An ideological silo occurs when someone is surrounded by news stories and political opinions that they already agree with. This concept is not new, the ideological silo is born out of the geographic silo. Historically, societies were ignorant of differing ideas and ways of life due to the limited ability to travel and slower methods of communication. Given our access to a vast array of news sources online, it’s surprising that we are still sheltering ourselves within ideological silos.
Social media plays a significant role in creating ideological silos.
It was previously thought that online news would democratize news and journalism. That the population would be exposed to many viewpoints, and not just the viewpoints of state and corporately owned news sources. Surprisingly, it has had the opposite effect especially within the context of social media.
Social media plays a significant role in creating ideological silos. According to the Pew Research Center, 61% of Millennials and 51% of Generation Xers consume most of their political coverage from Facebook. 60% of Baby Boomers get theirs from local television news stations; however, a sizeable portion do consume political content on Facebook. This makes Facebook a leading source of information on politics and world events.

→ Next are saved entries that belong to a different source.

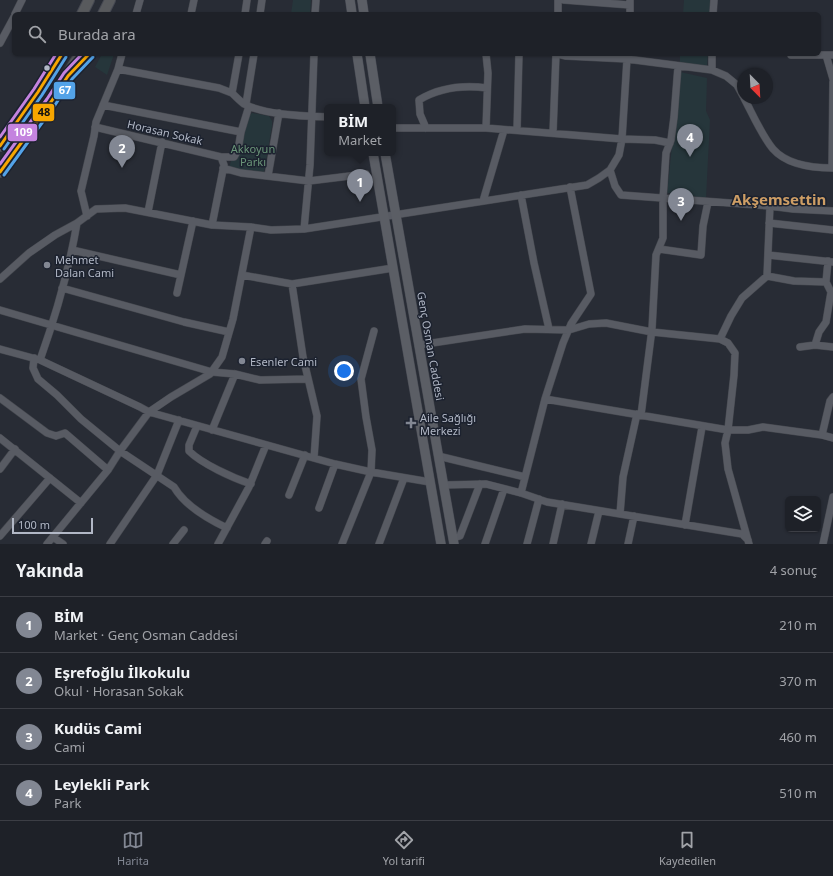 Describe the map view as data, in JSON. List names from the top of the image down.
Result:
{
  "streets": {
    "main road": ["Genç Osman Caddesi"],
    "street": ["Horasan Sokak"]
  },
  "districts": ["Akşemsettin"],
  "parks": ["Akkoyun Parkı"],
  "places": {
    "other": ["Mehmet Dalan Cami", "Esenler Cami"],
    "health": ["Aile Sağlığı Merkezi"]
  },
  "lines": ["transit line 48", "transit line 109", "transit line 67"],
  "scale_bar": "100 m",
  "north": "bottom right",
  "page": {
    "search": "Burada ara",
    "popup": ["BİM", "Market"],
    "pins": [
      "4",
      "2",
      "1",
      "3"
    ],
    "scale": "100 m",
    "heading": ["Yakında", "4 sonuç"],
    "list": [
      {
        "mark": "1",
        "name": "BİM",
        "note": "Market · Genç Osman Caddesi",
        "value": "210 m"
      },
      {
        "mark": "2",
        "name": "Eşrefoğlu İlkokulu",
        "note": "Okul · Horasan Sokak",
        "value": "370 m"
      },
      {
        "mark": "3",
        "name": "Kudüs Cami",
        "note": "Cami",
        "value": "460 m"
      },
      {
        "mark": "4",
        "name": "Leylekli Park",
        "note": "Park",
        "value": "510 m"
      }
    ],
    "nav": ["Harita", "Yol tarifi", "Kaydedilen"]
  }
}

Studies have shown that people often ignore news stories that support an opposing view point on their social media feeds. Instead they read and share stories that support their existing world view.

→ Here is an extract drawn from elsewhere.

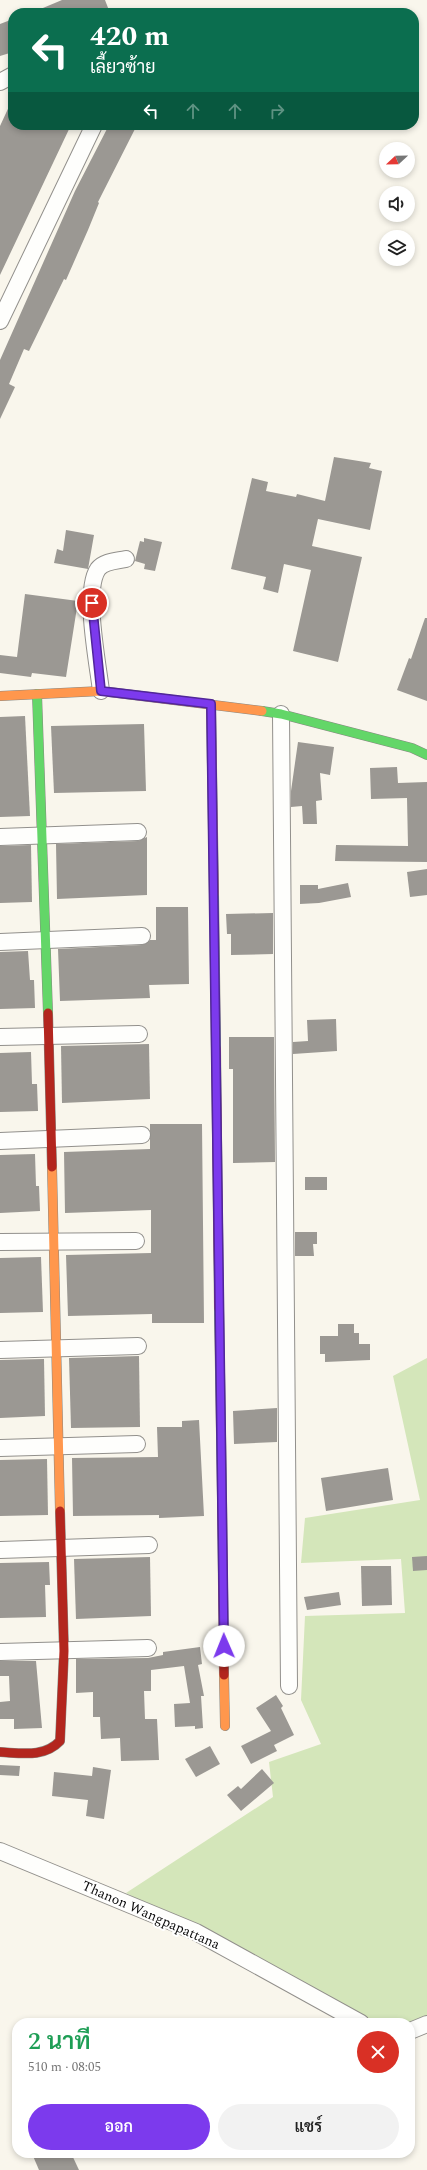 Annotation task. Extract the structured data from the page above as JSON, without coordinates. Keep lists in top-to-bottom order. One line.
{"streets":{"street":["Thanon Wangpapattana"]},"north":"left","page":{"turn":["420 m","เลี้ยวซ้าย"],"heading":["2 นาที","510 m · 08:05"],"buttons":["ออก","แชร์"]}}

“I don’t want to end up disliking someone for some idiotic Facebook post.”
In addition, is the very real desire to avoid conflict with friends and family, and it’s no wonder that we take advantage of customized newsfeed settings. This is one of the reasons Paul Kenny, a teacher from Windsor, Ontario, has stopped using Facebook except for its messenger app earlier this year, stating “I don’t want to end up disliking someone for some idiotic Facebook post.”
Kenny is not alone in his desire to avoid political conflict with friends and family on social media. A Pew Research Center study found that 37% of social media users are “worn out by the political content” they encountered on social media, and 59% find it stressful to engage in political debate with others on social media.
The frustration of dealing with heated political posts on Facebook is what led Kenny to stop using it. “The tipping point was during the U.S. presidential election, because that really brought out a lot of hate. It brought out a lot of fake news. It brought out a lot of people linking to things that they hadn’t really researched.”
Kenny found that trying to engage in political debate on Facebook was a mostly futile effort. The prominence of ideological silos in social media make meaningful debate difficult. Kenny said, “It keeps people from actually researching what they’re talking about.”
Rania Malik, an employment specialist from New Brunswick, has taken the opposite approach. Malik has increased her political engagement on social media. “I dislike divisive and ignorant rhetoric, and for me- the best way to fight against this is by amplifying voices that are factual and unbiased.”
She also feels the emotional toll of heated arguments on social media, but continues to engage with it, explaining “I understand that for some people, it is overwhelming to see this kind of negativity on platforms like Facebook and Twitter. I felt like that for a little while after the American election. However, the importance of paying attention to social justice outweighs my discomfort. Ignoring social justice issues is what contributes to oppression in our society.”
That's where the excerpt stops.